Saturday, March 29, 2008

The U.N.'s Hypocrisy in Tibet

Joseph Klein
FrontPageMagazine.com

It's a storyline tailor-made to arouse the United Nations' ire. Troops move in to occupy the land of an indigenous population; civilians have been murdered and imprisoned en masse; local residents have been displaced to make way for settlements by outsiders sent by the occupying power. And, indeed, were Israel the main culprit in this scenario, one may be certain that the U.N. would waste no time condemning its conduct. But China, it appears, is held to a different standard. Thus, in just in the last few days, the world's premier human-right organization has looked on, mostly in silence, as dozens of Tibetan demonstrators have been reportedly killed and many more have been languishing in jail cells, with the less fortunate subjected to torture at the hands of the occupying Chinese. In the face of such atrocities, U.N. Secretary General Ban Ki-moon and U.N. High Commissioner for Human Rights Louise Arbour have issued only the mildest of criticisms and sidestepped calls for an international investigation.

Some of this, to be sure, is China's doing. China has blocked the Security Council and Human Rights Council from taking up the current crisis in Tibet. That has been easy, considering that its permanent, veto-bearing seat on the Security Council and its membership in the Human Rights Council. China also has used its clout to demonize the Dalai Lama and to make him a persona non grata at the U.N.

But ultimately it is the U.N. that bears the blame for allowing China to get away, sometimes literally, with murder -- a dereliction all the more noteworthy considering the near-constant attention that the UN has given to the Palestinians' self-inflicted plight. And in contrast to the Palestinians, whose history so often is distorted by the U.N. for political purposes, the Tibetans are the clear victims in the current conflict.
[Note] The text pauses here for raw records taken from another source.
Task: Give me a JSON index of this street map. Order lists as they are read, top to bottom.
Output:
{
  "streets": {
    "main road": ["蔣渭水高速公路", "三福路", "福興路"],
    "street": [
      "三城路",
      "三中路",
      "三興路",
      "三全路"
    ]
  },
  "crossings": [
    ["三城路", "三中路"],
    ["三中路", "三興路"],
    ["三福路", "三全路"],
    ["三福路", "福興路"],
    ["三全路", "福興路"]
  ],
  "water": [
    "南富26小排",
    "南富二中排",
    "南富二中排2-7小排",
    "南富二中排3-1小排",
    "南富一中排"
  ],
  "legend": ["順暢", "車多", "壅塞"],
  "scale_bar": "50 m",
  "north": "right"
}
The history of that conflict is well-known. The Chinese occupation of Tibet predated the Israeli occupation of the West Bank and Gaza by nearly two decades. With the Chinese invasion in 1951, the Tibetans lost their homeland and religious freedoms. Although the Chinese invasion violated international law, the Chinese suffered no repercussions from the UN or from any other international body.

On the other hand, the Palestinians could have been living in their own internationally recognized state since1948, when the United Nations recommended the creation of Palestinian and Jewish states co-existing side by side. The Jews living in Israel accepted the UN proposal and declared independence within the borders demarcated by the international body. The Palestinians refused the offer.
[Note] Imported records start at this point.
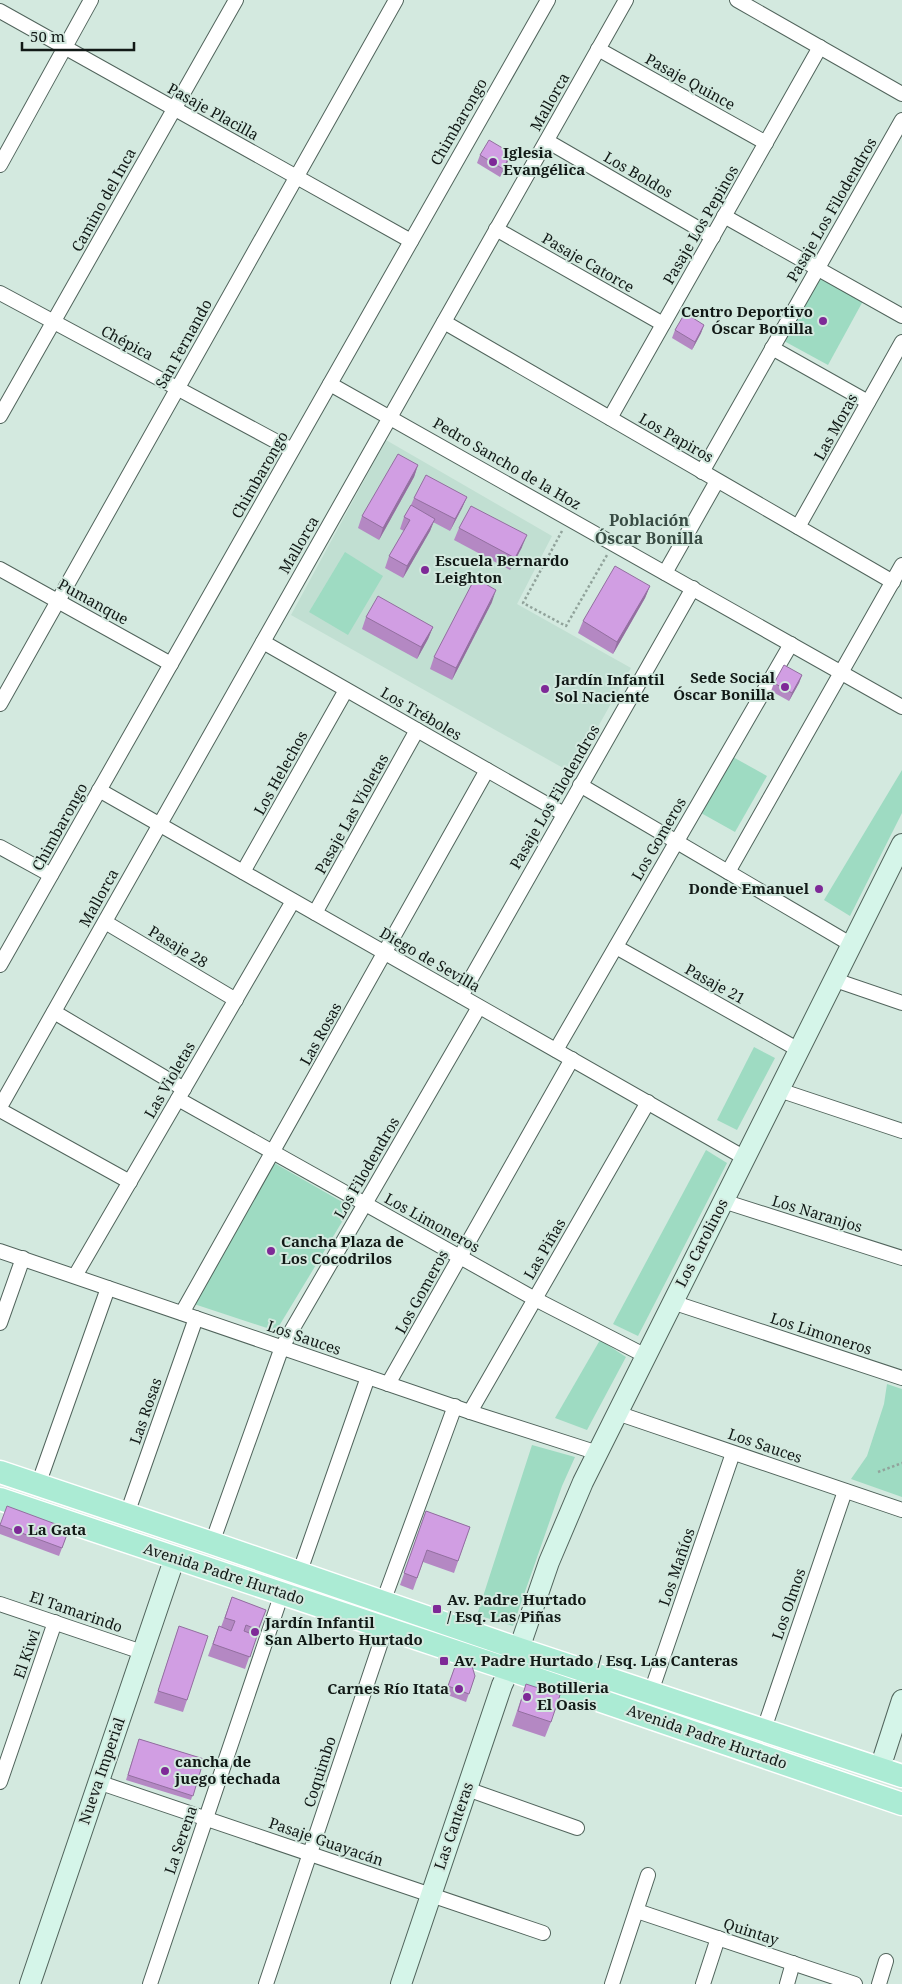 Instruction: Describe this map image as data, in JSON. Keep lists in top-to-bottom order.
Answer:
{
  "streets": {
    "main road": ["Avenida Padre Hurtado"],
    "street": [
      "Pasaje Quince",
      "Mallorca",
      "Pasaje Placilla",
      "Chimbarongo",
      "Los Boldos",
      "Camino del Inca",
      "Pasaje Los Filodendros",
      "Pasaje Los Pepinos",
      "Pasaje Catorce",
      "Chépica",
      "San Fernando",
      "Las Moras",
      "Los Papiros",
      "Pedro Sancho de la Hoz",
      "Pumanque",
      "Los Tréboles",
      "Los Helechos",
      "Pasaje Las Violetas",
      "Los Gomeros",
      "Pasaje 28",
      "Diego de Sevilla",
      "Pasaje 21",
      "Las Rosas",
      "Las Violetas",
      "Los Filodendros",
      "Los Naranjos",
      "Los Limoneros",
      "Los Carolinos",
      "Las Piñas",
      "Los Sauces",
      "Los Mañíos",
      "Los Olmos",
      "El Tamarindo",
      "El Kiwi",
      "Nueva Imperial",
      "Coquimbo",
      "Las Canteras",
      "La Serena",
      "Pasaje Guayacán",
      "Quintay"
    ]
  },
  "crossings": [
    ["Pasaje Quince", "Mallorca"],
    ["Pasaje Quince", "Pasaje Los Pepinos"],
    ["Mallorca", "Los Boldos"],
    ["Mallorca", "Pasaje Catorce"],
    ["Mallorca", "Los Papiros"],
    ["Mallorca", "Pedro Sancho de la Hoz"],
    ["Mallorca", "Los Tréboles"],
    ["Mallorca", "Pasaje 28"],
    ["Mallorca", "Diego de Sevilla"],
    ["Mallorca", "Los Limoneros"],
    ["Pasaje Placilla", "Chimbarongo"],
    ["Pasaje Placilla", "Camino del Inca"],
    ["Pasaje Placilla", "San Fernando"],
    ["Chimbarongo", "Chépica"],
    ["Chimbarongo", "Pedro Sancho de la Hoz"],
    ["Chimbarongo", "Pumanque"],
    ["Chimbarongo", "Diego de Sevilla"],
    ["Los Boldos", "Pasaje Los Pepinos"],
    ["Camino del Inca", "Chépica"],
    ["Pasaje Los Filodendros", "Los Papiros"],
    ["Pasaje Los Filodendros", "Pedro Sancho de la Hoz"],
    ["Pasaje Los Filodendros", "Los Tréboles"],
    ["Pasaje Los Filodendros", "Diego de Sevilla"],
    ["Pasaje Los Pepinos", "Pasaje Catorce"],
    ["Pasaje Los Pepinos", "Los Papiros"],
    ["Chépica", "San Fernando"],
    ["San Fernando", "Pumanque"],
    ["Las Moras", "Los Papiros"],
    ["Pedro Sancho de la Hoz", "Los Gomeros"],
    ["Los Tréboles", "Los Helechos"],
    ["Los Tréboles", "Pasaje Las Violetas"],
    ["Los Tréboles", "Las Rosas"],
    ["Los Helechos", "Diego de Sevilla"],
    ["Pasaje Las Violetas", "Diego de Sevilla"],
    ["Los Gomeros", "Diego de Sevilla"],
    ["Los Gomeros", "Pasaje 21"],
    ["Los Gomeros", "Los Limoneros"],
    ["Los Gomeros", "Los Sauces"],
    ["Pasaje 28", "Las Violetas"],
    ["Diego de Sevilla", "Las Rosas"],
    ["Diego de Sevilla", "Las Violetas"],
    ["Diego de Sevilla", "Los Filodendros"],
    ["Diego de Sevilla", "Los Carolinos"],
    ["Diego de Sevilla", "Las Piñas"],
    ["Pasaje 21", "Los Carolinos"],
    ["Las Rosas", "Los Limoneros"],
    ["Las Rosas", "Los Sauces"],
    ["Las Rosas", "Avenida Padre Hurtado"],
    ["Las Violetas", "Los Limoneros"],
    ["Las Violetas", "Los Sauces"],
    ["Los Filodendros", "Los Limoneros"],
    ["Los Filodendros", "Los Sauces"],
    ["Los Filodendros", "Avenida Padre Hurtado"],
    ["Los Naranjos", "Los Carolinos"],
    ["Los Limoneros", "Los Carolinos"],
    ["Los Limoneros", "Las Piñas"],
    ["Los Carolinos", "Los Sauces"],
    ["Los Carolinos", "Avenida Padre Hurtado"],
    ["Los Carolinos", "Las Canteras"],
    ["Las Piñas", "Los Sauces"],
    ["Los Sauces", "Los Mañíos"],
    ["Los Sauces", "Los Olmos"],
    ["Los Mañíos", "Avenida Padre Hurtado"],
    ["Avenida Padre Hurtado", "Los Olmos"],
    ["Avenida Padre Hurtado", "Nueva Imperial"],
    ["Avenida Padre Hurtado", "Coquimbo"],
    ["Avenida Padre Hurtado", "Las Canteras"],
    ["Avenida Padre Hurtado", "La Serena"],
    ["El Tamarindo", "El Kiwi"],
    ["El Tamarindo", "Nueva Imperial"],
    ["Nueva Imperial", "Pasaje Guayacán"],
    ["Coquimbo", "Pasaje Guayacán"],
    ["Las Canteras", "Pasaje Guayacán"],
    ["La Serena", "Pasaje Guayacán"]
  ],
  "districts": ["Población Óscar Bonilla"],
  "places": {
    "other": [
      "Iglesia Evangélica",
      "Centro Deportivo Óscar Bonilla",
      "Escuela Bernardo Leighton",
      "Sede Social Óscar Bonilla",
      "Jardín Infantil Sol Naciente",
      "Donde Emanuel",
      "Cancha Plaza de Los Cocodrilos",
      "La Gata",
      "Jardín Infantil San Alberto Hurtado",
      "Carnes Río Itata",
      "Botilleria El Oasis",
      "cancha de juego techada"
    ],
    "transit": ["Av. Padre Hurtado / Esq. Las Piñas", "Av. Padre Hurtado / Esq. Las Canteras"]
  },
  "scale_bar": "50 m"
}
Instead, they thought Israel would be crushed in a matter of days as the neighboring Arab countries violated international law and invaded Israel right after it declared its independence. The Palestinians made the wrong choice. They lived in the West Bank and Gaza under Jordanian and Egyptian control respectively for nearly twenty years. Israel finally did occupy the West Bank and Gaza as defensive buffers against more Arab invasions, after winning the territories and Jerusalem in the 1967 Six Day War.

If the Palestinians' claim to victim status is tenuous at best, the Tibetans' case is more straightforward. According to various estimates, up to 1.2 million Tibetans have died due to the Chinese occupation. By contrast, the U.N.'s own estimates conclude that, as of 2006, the post-1967 rate of avoidable mortality in the Palestinian territories is at most 300,000. But as the UN General Assembly came under the sway of the Islamists and their allies, including China, Israel became the UN's singular villain. Despite the far graver harm that China was inflicting on the Tibetan people, China's brutal occupation of Tibet received little notice.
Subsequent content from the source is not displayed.